*Exercise description*. Write out the whole listing exactly; no images belong in it.
-- Records supplied follows --
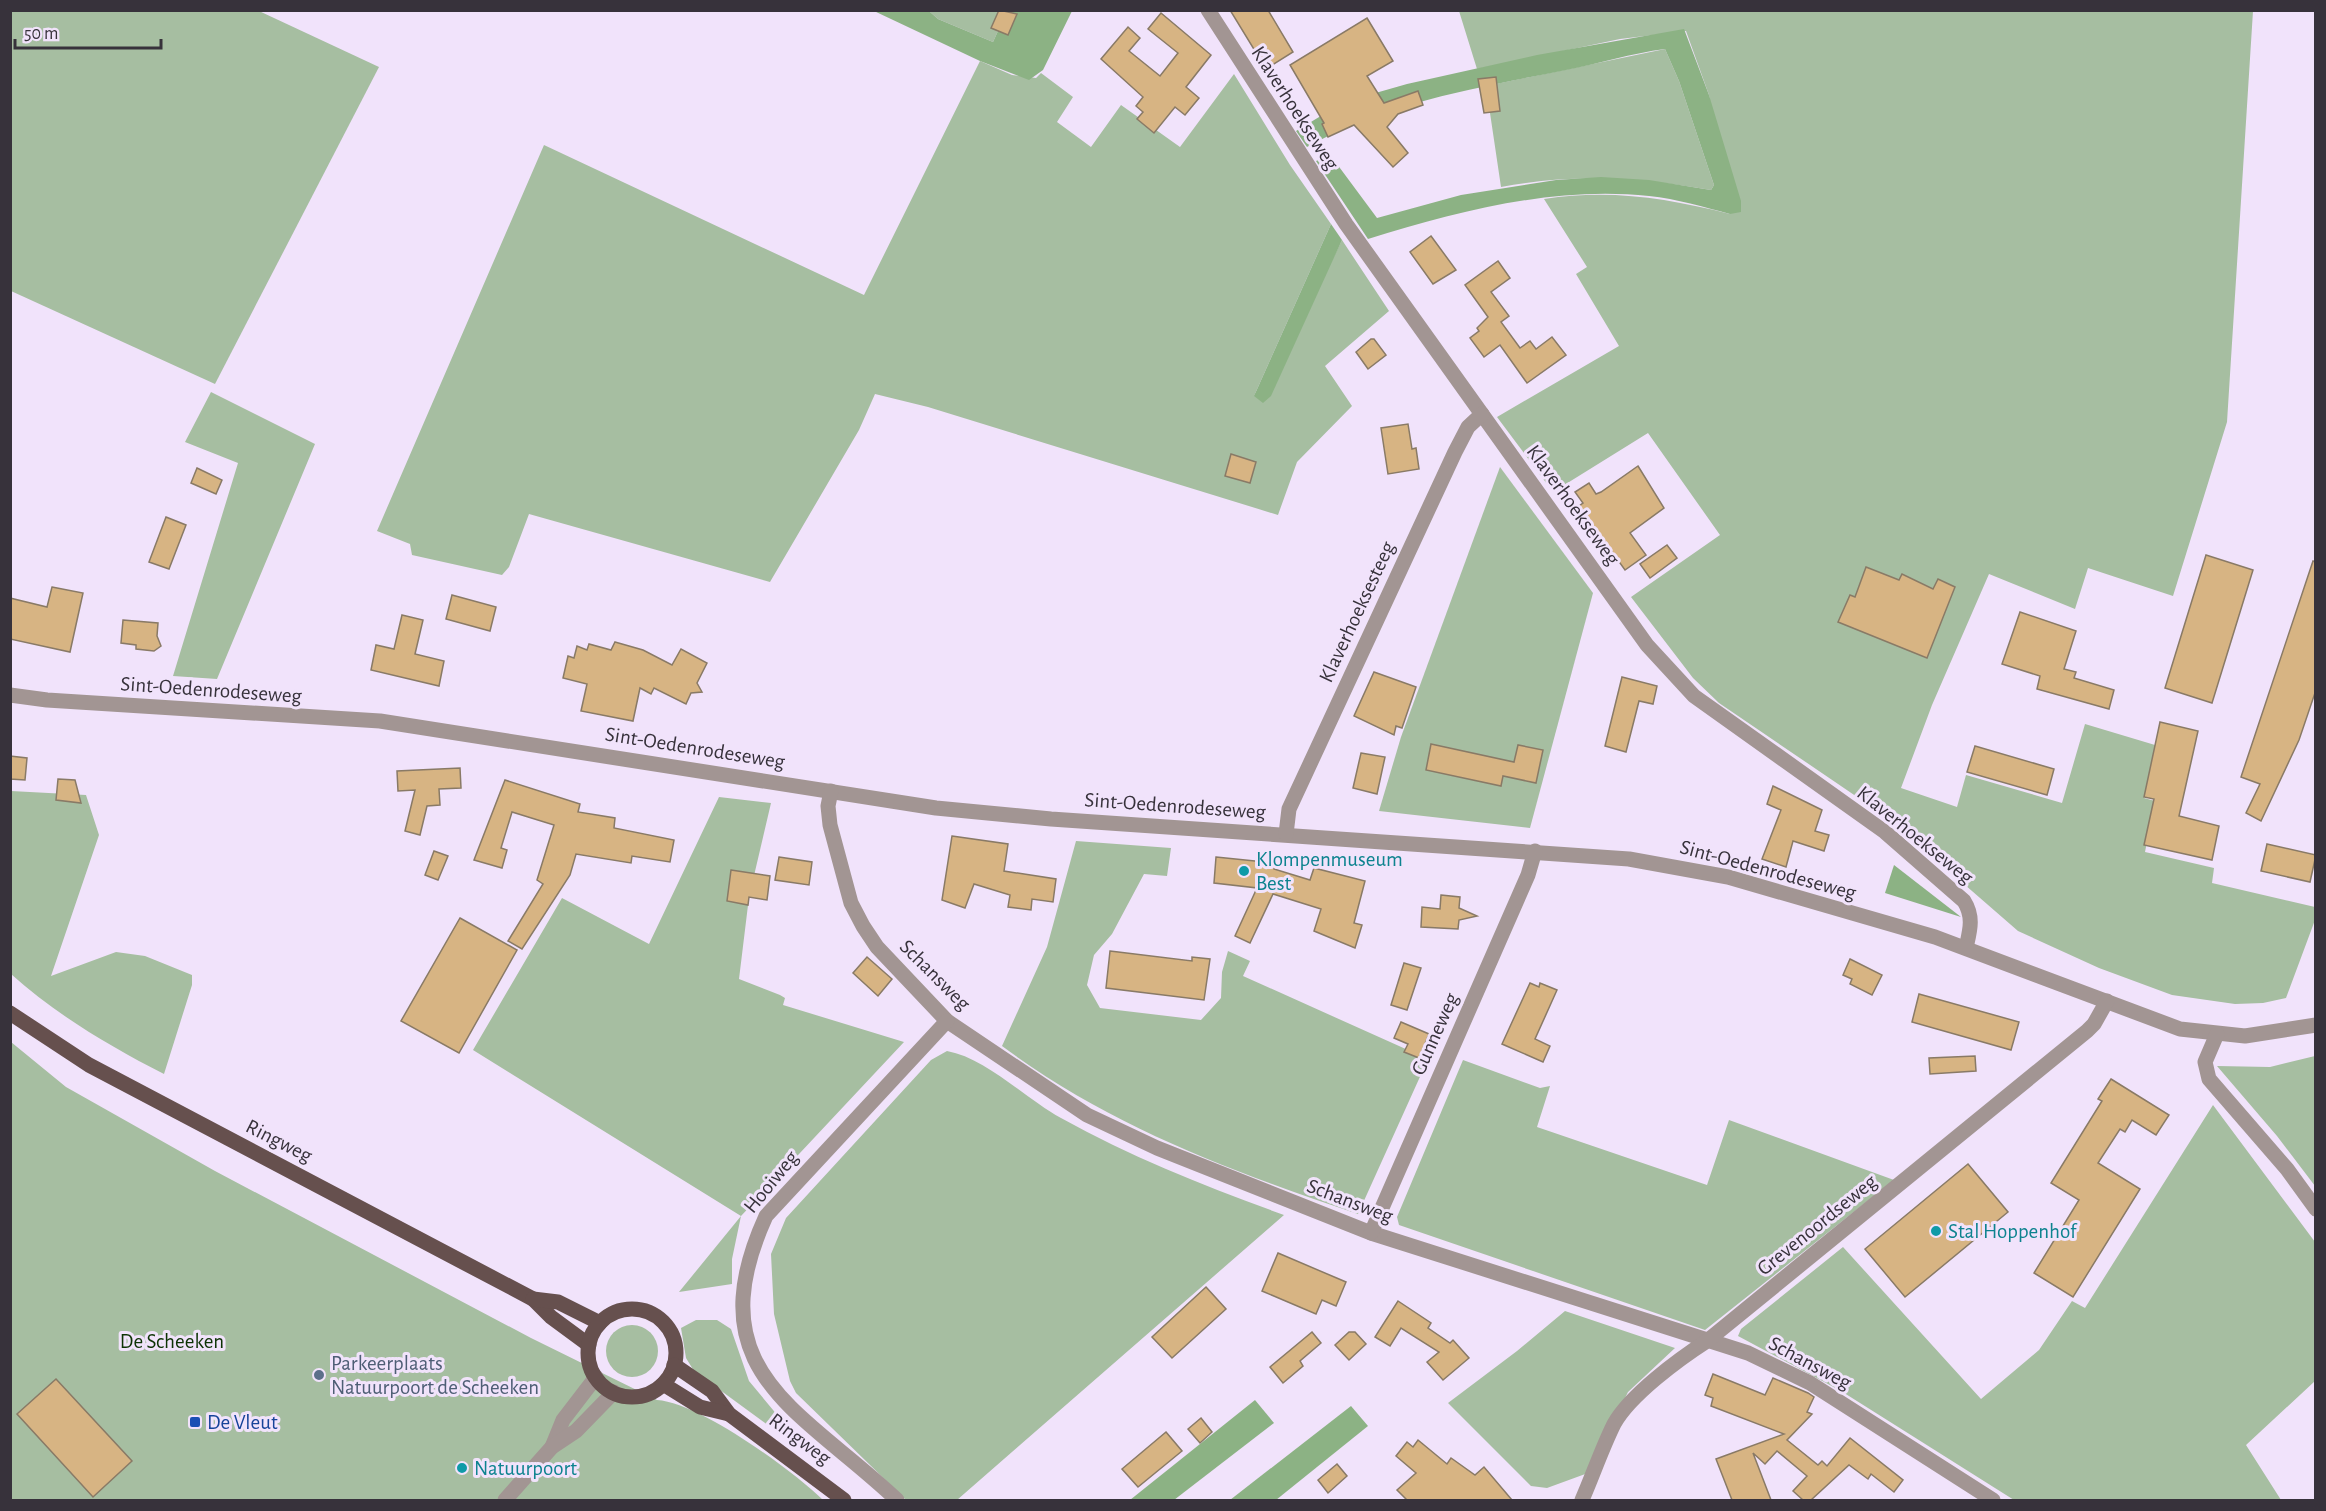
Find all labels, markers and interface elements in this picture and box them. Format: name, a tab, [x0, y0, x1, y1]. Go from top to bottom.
scale bar	[15, 12, 160, 50]
text: 50 m	[24, 25, 58, 43]
street label: Klaverhoekseweg	[1247, 42, 1343, 174]
street label: Klaverhoekseweg	[1523, 441, 1624, 570]
street label: Klaverhoeksesteeg	[1315, 538, 1399, 686]
street label: Sint-Oedenrodeseweg	[120, 673, 303, 707]
street label: Sint-Oedenrodeseweg	[604, 723, 787, 773]
street label: Klaverhoekseweg	[1853, 782, 1978, 889]
street label: Sint-Oedenrodeseweg	[1084, 789, 1267, 823]
street label: Sint-Oedenrodeseweg	[1678, 836, 1859, 904]
place label: Klompenmuseum Best	[1256, 849, 1403, 894]
marker: Klompenmuseum Best	[1237, 864, 1251, 878]
street label: Schansweg	[896, 936, 975, 1015]
street label: Gunneweg	[1408, 989, 1463, 1078]
street label: Ringweg	[242, 1115, 316, 1167]
street label: Hooiweg	[740, 1146, 803, 1217]
street label: Grevenoordseweg	[1753, 1170, 1881, 1279]
street label: Schansweg	[1304, 1175, 1397, 1227]
place label: Stal Hoppenhof	[1948, 1221, 2078, 1242]
marker: Stal Hoppenhof	[1929, 1224, 1943, 1238]
park label: De Scheeken	[120, 1331, 224, 1352]
street label: Schansweg	[1765, 1333, 1855, 1394]
place label: Parkeerplaats Natuurpoort de Scheeken	[331, 1353, 539, 1398]
marker: Parkeerplaats Natuurpoort de Scheeken	[312, 1368, 326, 1382]
street label: Ringweg	[765, 1409, 835, 1469]
place label: De Vleut	[207, 1412, 278, 1433]
marker: De Vleut	[188, 1415, 202, 1429]
place label: Natuurpoort	[474, 1458, 577, 1479]
marker: Natuurpoort	[455, 1461, 469, 1475]

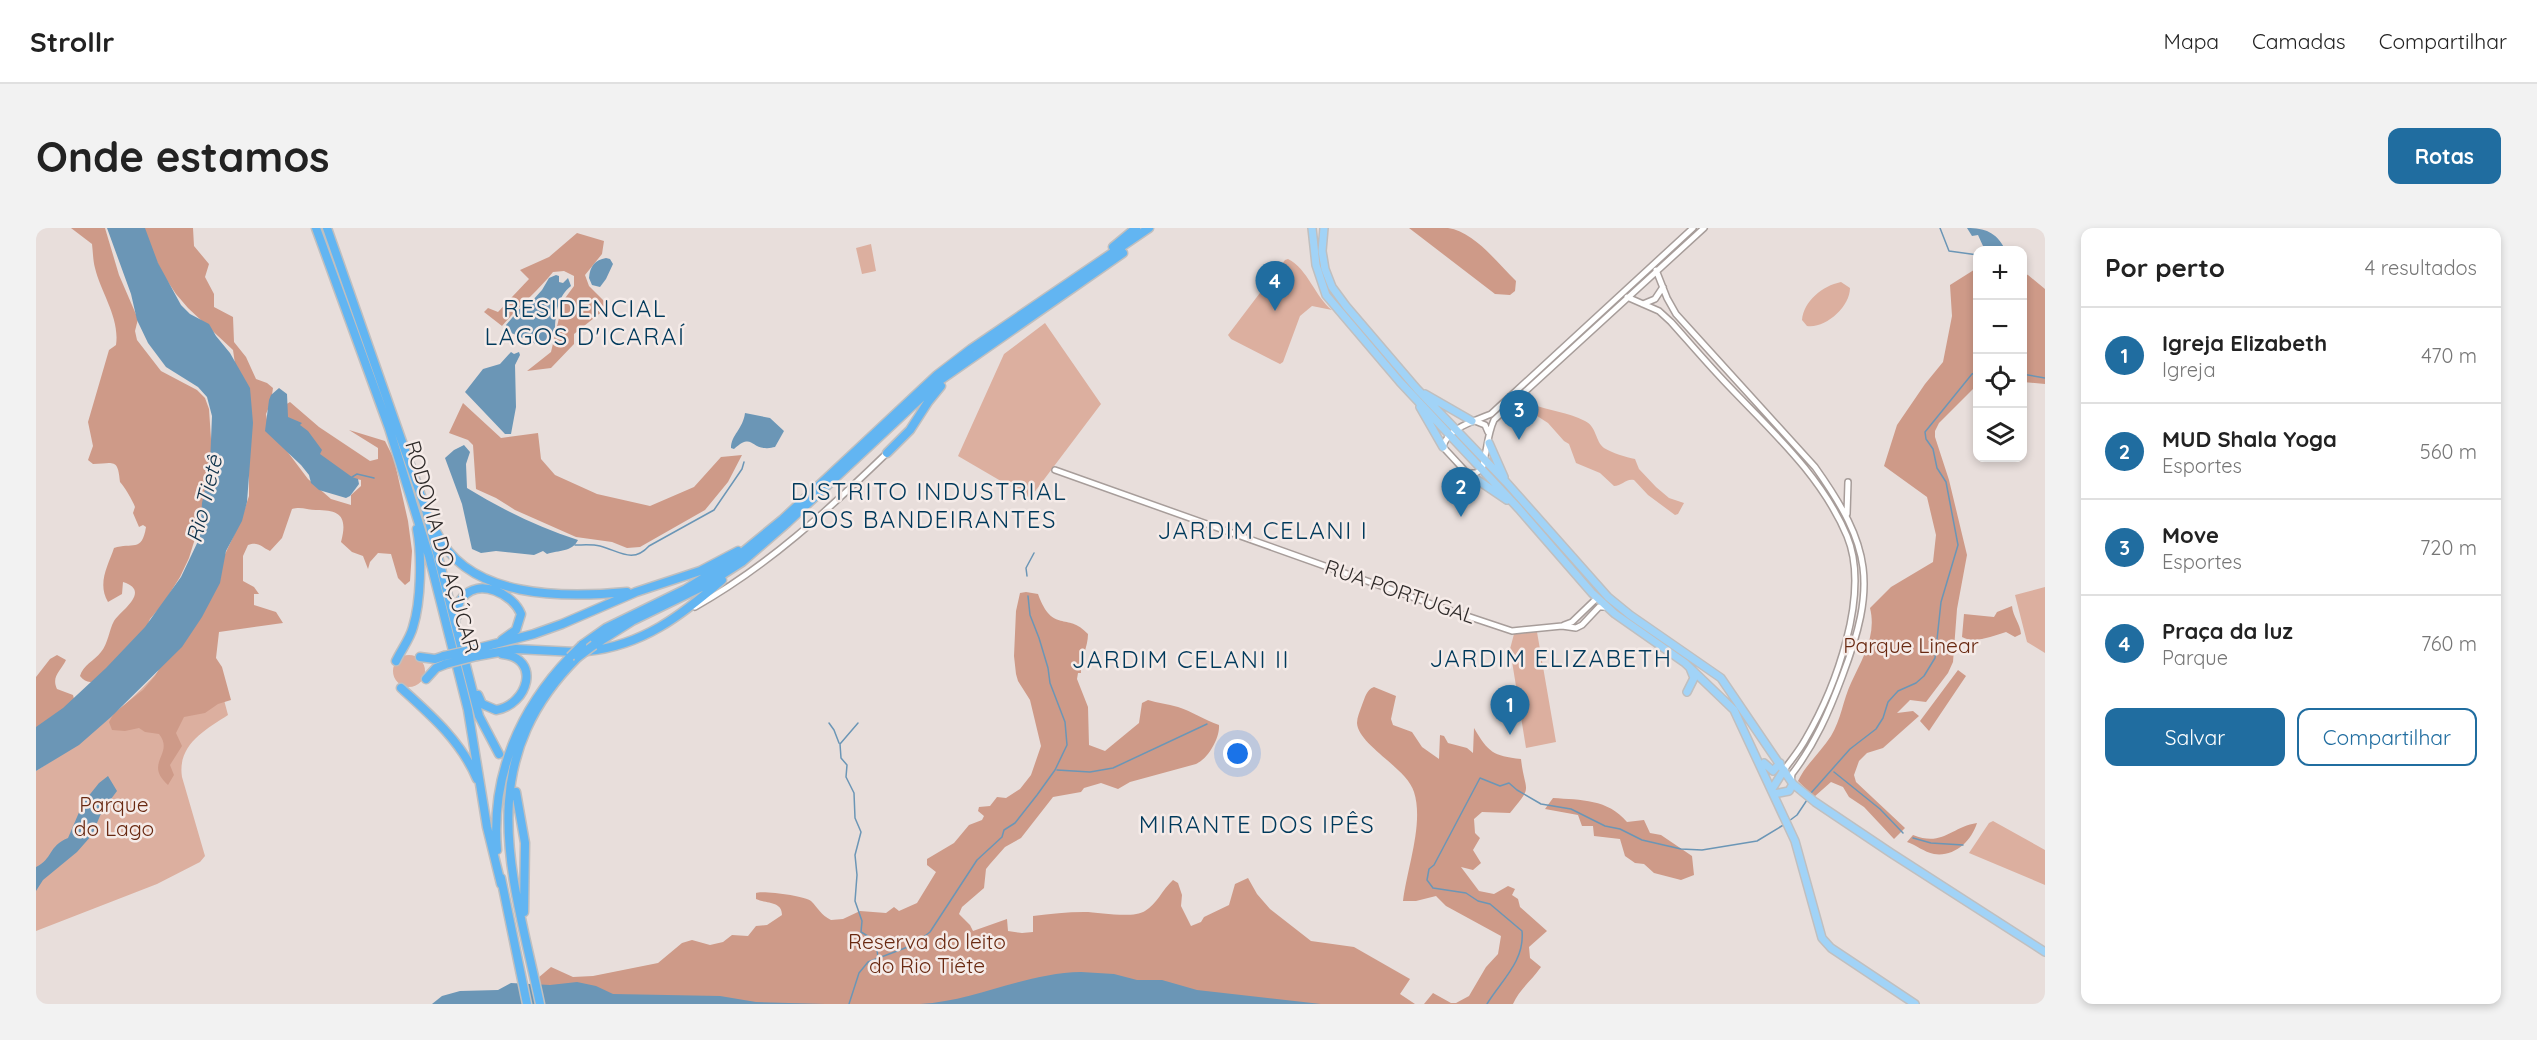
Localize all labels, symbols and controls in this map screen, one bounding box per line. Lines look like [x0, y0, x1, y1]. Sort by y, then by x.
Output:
-- Records supplied concluded --
*Exercise answer*.
Find all labels, markers and interface elements in this picture and box them. Format: name, a tab, [x0, y0, x1, y1]. Go from top to bottom.
scale bar	[15, 12, 160, 50]
text: 50 m	[24, 25, 58, 43]
street label: Klaverhoekseweg	[1247, 42, 1343, 174]
street label: Klaverhoekseweg	[1523, 441, 1624, 570]
street label: Klaverhoeksesteeg	[1315, 538, 1399, 686]
street label: Sint-Oedenrodeseweg	[120, 673, 303, 707]
street label: Sint-Oedenrodeseweg	[604, 723, 787, 773]
street label: Klaverhoekseweg	[1853, 782, 1978, 889]
street label: Sint-Oedenrodeseweg	[1084, 789, 1267, 823]
street label: Sint-Oedenrodeseweg	[1678, 836, 1859, 904]
place label: Klompenmuseum Best	[1256, 849, 1403, 894]
marker: Klompenmuseum Best	[1237, 864, 1251, 878]
street label: Schansweg	[896, 936, 975, 1015]
street label: Gunneweg	[1408, 989, 1463, 1078]
street label: Ringweg	[242, 1115, 316, 1167]
street label: Hooiweg	[740, 1146, 803, 1217]
street label: Grevenoordseweg	[1753, 1170, 1881, 1279]
street label: Schansweg	[1304, 1175, 1397, 1227]
place label: Stal Hoppenhof	[1948, 1221, 2078, 1242]
marker: Stal Hoppenhof	[1929, 1224, 1943, 1238]
park label: De Scheeken	[120, 1331, 224, 1352]
street label: Schansweg	[1765, 1333, 1855, 1394]
place label: Parkeerplaats Natuurpoort de Scheeken	[331, 1353, 539, 1398]
marker: Parkeerplaats Natuurpoort de Scheeken	[312, 1368, 326, 1382]
street label: Ringweg	[765, 1409, 835, 1469]
place label: De Vleut	[207, 1412, 278, 1433]
marker: De Vleut	[188, 1415, 202, 1429]
place label: Natuurpoort	[474, 1458, 577, 1479]
marker: Natuurpoort	[455, 1461, 469, 1475]

Localize all labels, symbols and controls in this map screen, one bounding box per line. Lines look like [x0, y0, x1, y1]. Sort by y, then by x.
Output:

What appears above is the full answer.